29 Novembre 2012

Voci serali

Tempo di lettura: 2 minuti

Adesso il mondo non è più remoto.
Sta tutto addosso a noi,
tutto pigiato nelle
stanze sgomente delle nostre case.

 

Ma ci sono giù in strada dei bambini
che si gridano «ciao».
Una volta, due volte – mentre l’uno
dall’altro si allontana – tre volte, quattro volte,
senza voltarsi indietro.
E le voci si librano nell’aria
finché l’azzurro della sera è solo
loro esclusiva eco.

 

Cinque volte, sei volte, sette volte.
Forse perché si accordano
ai battiti del tempo, ne scandiscono
la diastole e la sistole.
O forse il loro modo di contare
somiglia un poco al mio
quando conto le sillabe dei versi

 

stoltamente sperando che una grazia celeste
mi rimanga impigliata tra le dita.

 

 

Fernando Bandini

 

Tratta dalla raccolta “Dietro i cancelli e altrove” (Garzanti, 2007), questa lirica di Fernando Bandini (Vicenza, 1931) accosta bambini e poeti, assimila il ritmo giocoso di uno spensierato congedo di fine giornata al ritmo in costruzione nei pensieri di un maturo scrittore al lavoro. 
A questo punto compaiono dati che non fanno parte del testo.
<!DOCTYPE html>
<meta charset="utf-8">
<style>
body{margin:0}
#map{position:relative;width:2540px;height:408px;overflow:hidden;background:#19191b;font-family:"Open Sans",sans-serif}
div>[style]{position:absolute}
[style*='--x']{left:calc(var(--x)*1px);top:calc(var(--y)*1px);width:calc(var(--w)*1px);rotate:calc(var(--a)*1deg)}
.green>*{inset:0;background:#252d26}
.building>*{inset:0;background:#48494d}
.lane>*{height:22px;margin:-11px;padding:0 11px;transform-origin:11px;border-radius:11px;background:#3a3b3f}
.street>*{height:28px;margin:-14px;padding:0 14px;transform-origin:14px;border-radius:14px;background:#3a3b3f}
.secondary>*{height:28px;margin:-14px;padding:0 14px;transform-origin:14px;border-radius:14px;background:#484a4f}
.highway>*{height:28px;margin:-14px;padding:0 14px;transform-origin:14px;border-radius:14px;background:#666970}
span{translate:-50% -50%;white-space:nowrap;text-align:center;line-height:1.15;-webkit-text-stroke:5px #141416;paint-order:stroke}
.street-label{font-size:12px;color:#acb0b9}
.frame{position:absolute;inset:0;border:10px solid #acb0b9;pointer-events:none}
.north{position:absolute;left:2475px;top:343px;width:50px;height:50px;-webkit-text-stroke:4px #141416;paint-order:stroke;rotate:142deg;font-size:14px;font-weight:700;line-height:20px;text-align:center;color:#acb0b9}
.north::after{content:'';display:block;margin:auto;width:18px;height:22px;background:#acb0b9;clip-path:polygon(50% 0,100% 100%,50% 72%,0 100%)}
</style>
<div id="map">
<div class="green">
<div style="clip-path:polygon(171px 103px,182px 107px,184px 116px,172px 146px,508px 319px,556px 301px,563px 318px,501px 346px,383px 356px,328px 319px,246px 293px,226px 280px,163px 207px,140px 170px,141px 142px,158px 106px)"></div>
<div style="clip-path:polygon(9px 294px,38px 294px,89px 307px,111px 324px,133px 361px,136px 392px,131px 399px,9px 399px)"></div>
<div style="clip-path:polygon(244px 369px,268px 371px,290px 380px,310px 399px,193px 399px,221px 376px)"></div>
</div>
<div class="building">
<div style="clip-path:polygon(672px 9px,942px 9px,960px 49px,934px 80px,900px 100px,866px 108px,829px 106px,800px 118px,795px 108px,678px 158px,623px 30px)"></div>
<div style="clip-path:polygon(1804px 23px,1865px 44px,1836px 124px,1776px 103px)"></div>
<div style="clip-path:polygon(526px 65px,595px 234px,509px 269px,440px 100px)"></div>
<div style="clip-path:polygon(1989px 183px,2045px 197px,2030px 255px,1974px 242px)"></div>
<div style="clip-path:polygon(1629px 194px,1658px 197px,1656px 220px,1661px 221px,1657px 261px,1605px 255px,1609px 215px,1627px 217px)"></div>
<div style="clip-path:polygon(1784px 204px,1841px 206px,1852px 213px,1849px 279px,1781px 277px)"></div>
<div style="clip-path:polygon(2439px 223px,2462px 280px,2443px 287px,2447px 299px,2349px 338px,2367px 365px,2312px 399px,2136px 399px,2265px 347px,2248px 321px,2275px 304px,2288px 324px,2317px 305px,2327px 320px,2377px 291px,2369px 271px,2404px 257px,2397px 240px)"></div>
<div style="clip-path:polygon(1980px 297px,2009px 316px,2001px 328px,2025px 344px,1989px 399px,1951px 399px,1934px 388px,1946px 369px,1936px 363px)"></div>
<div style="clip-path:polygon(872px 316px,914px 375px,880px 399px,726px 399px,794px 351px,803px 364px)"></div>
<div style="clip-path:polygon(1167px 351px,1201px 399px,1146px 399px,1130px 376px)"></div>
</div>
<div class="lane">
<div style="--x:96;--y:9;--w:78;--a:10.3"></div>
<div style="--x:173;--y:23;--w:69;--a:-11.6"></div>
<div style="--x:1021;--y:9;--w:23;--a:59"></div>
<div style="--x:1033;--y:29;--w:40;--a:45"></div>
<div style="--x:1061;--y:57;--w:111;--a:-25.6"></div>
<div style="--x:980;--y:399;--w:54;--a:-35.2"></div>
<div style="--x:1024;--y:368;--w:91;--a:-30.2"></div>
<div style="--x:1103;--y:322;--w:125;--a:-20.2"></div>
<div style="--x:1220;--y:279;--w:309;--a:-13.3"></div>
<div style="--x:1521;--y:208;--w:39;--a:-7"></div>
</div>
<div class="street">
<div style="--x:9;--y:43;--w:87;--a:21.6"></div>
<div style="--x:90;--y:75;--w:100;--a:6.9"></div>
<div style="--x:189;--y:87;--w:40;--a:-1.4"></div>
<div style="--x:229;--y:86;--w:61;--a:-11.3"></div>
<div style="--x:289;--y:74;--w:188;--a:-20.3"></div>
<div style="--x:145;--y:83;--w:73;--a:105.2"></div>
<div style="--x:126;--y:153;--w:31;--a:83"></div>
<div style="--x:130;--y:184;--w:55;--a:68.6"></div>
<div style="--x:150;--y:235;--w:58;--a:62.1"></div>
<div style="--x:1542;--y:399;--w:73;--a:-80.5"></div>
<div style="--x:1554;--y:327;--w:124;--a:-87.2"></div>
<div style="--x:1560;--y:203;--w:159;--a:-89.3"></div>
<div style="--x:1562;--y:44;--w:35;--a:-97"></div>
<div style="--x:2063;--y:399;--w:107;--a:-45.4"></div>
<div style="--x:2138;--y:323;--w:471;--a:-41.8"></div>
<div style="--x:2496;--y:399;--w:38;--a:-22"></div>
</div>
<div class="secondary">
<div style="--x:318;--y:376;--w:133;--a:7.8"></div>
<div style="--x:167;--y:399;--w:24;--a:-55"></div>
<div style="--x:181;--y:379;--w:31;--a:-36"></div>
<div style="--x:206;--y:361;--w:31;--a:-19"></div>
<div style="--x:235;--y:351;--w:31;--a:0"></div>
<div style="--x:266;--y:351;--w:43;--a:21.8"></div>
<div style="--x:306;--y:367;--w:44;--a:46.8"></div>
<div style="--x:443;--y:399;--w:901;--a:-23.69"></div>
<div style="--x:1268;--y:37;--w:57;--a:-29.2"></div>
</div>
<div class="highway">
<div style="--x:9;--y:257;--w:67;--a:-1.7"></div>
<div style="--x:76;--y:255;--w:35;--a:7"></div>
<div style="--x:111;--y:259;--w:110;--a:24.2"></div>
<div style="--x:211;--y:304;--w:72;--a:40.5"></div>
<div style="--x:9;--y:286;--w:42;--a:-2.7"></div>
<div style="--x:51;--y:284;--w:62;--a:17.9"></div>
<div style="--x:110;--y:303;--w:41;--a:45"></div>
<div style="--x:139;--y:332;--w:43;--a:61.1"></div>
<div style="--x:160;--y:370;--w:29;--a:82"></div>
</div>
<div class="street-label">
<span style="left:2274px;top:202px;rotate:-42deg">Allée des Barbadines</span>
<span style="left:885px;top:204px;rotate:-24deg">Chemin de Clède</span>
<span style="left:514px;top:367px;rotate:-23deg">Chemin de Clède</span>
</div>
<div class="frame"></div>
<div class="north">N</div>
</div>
Il ripetuto «ciao» dei bambini riposa nella certezza di un nuovo incontro per l’indomani: si salutano senza nemmeno guardarsi, perché sanno che il mondo continua ad esserci – dietro davanti intorno – e che esso non è una loro immaginazione: si ritroveranno, nel mondo, il giorno dopo, e il loro non «voltarsi indietro» nell’«azzurro della sera» è agli antipodi della stoica postura sostenuta dagli «uomini che non si voltano» nella montaliana «aria di vetro» di “Forse un mattino” (Forse un mattino andando in un’aria di vetro,/ arida, rivolgendomi, vedrò compirsi il miracolo:/ il nulla alle mie spalle, il vuoto dietro/ di me, con un terrore di ubriaco.// Poi come s’uno schermo, s’accamperanno di gitto/ alberi case colli per l’inganno consueto./ Ma sarà troppo tardi; ed io me n’andrò zitto/ tra gli uomini che non si voltano, col mio segreto).

A Bandini il lieto reiterato salutarsi dei ragazzini suggerisce una speranza, e l’avverbio «stoltamente» richiama di nuovo Montale, stavolta quello di “Prima del viaggio”: «Un imprevisto / è la sola speranza. Ma mi dicono / che è una stoltezza dirselo».
Forse la speranza non detta è che quei bambini ritornino, la sera successiva e in altre sere. Chissà che non facciano ancora presagire l’imprevisto di una «grazia celeste» che si impigli «fra le dita» e nella vita del poeta. E nella vita degli uomini che, voltandosi, li vedranno salutarsi e darsi, senza nemmeno dirselo, un appuntamento per domani.